She caught up to the two women just as they ducked under a large, tan tent in the center of the town. The flat square, once dominated by a massive dome and imposing tower, was the former home of Yiwi’s Rotor, cleared of debris and broken machinery, replaced now by the large tent and a small collection of similar tarps scattered about. On the outskirts of the square, scattered in alleyways and side streets positioned to prevent alternate paths into the square, were much smaller tents of patchy materials, distinct from the clean, orderly structures in the square proper. Those tents had a certain insignia - that of the Peacekeepers. Goofy parasites.
“Bella. We need to talk.”
For her part, Bella said nothing. She simply hung on to my every word with mounting excitement, staring at the tents below. Inside, a bustle could be heard as activity continued; lights rushed from underneath the tarps as night deepened. The tents in the square were one of very few sources of life in the city, everything else steeped in stillness and dark.

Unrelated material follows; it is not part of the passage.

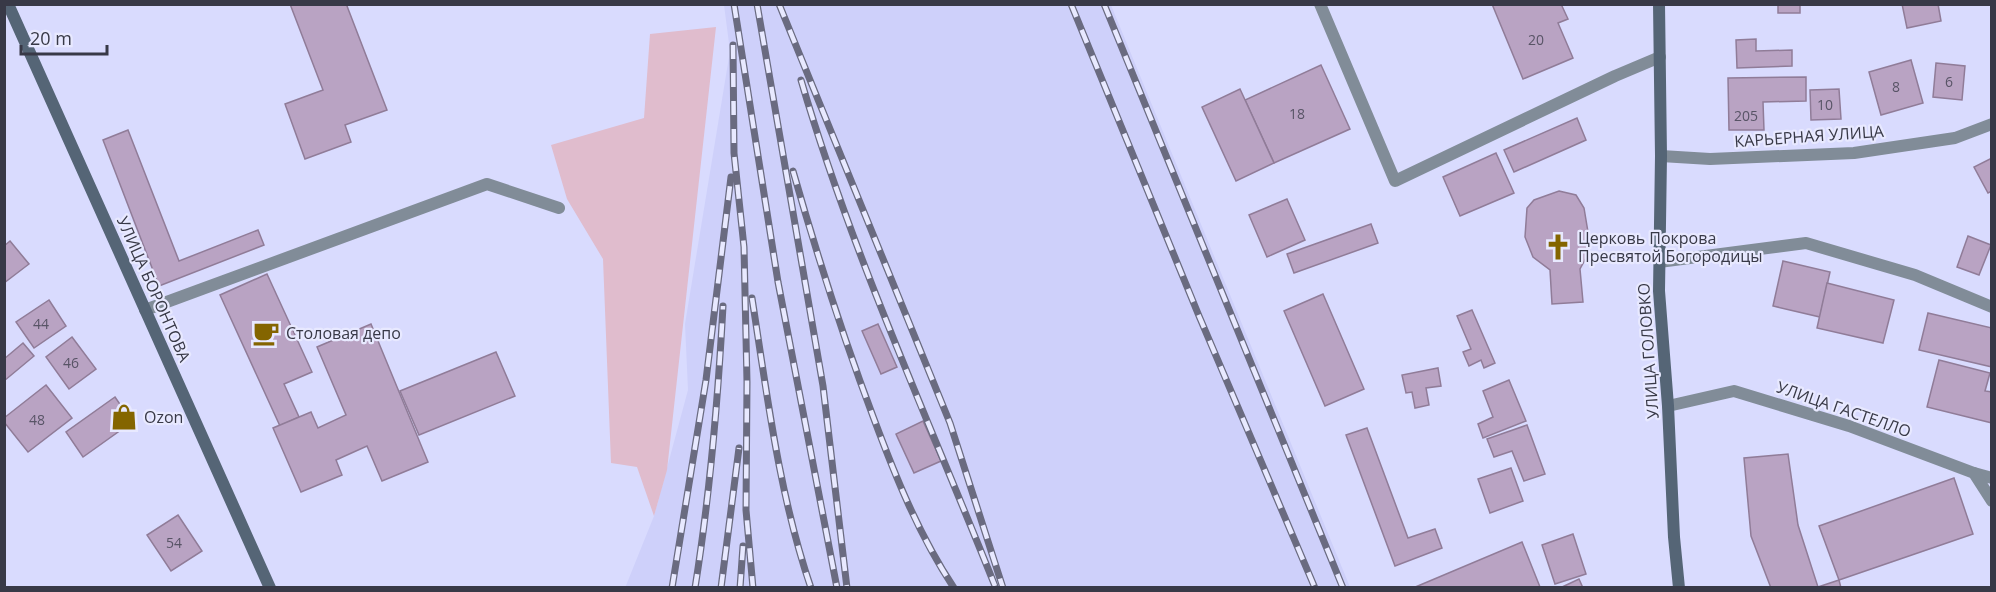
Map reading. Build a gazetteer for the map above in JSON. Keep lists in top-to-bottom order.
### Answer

“You’ve been doing amazing work so far. Even a lot of your indirect influence has built into facets of control I hadn’t even considered. I mean, look at Mesne’s company down there. What did she say? That by now, even if she hadn’t absorbed the other merchant companies, at this moment she would be one of the top three employers in the entire city? That’s insane. Like, that’s competing with the mercenary companies. And unlike the mercenary companies, they’re all un-Linked people under our control, without crazy government manipulation or something. Amazing stuff.”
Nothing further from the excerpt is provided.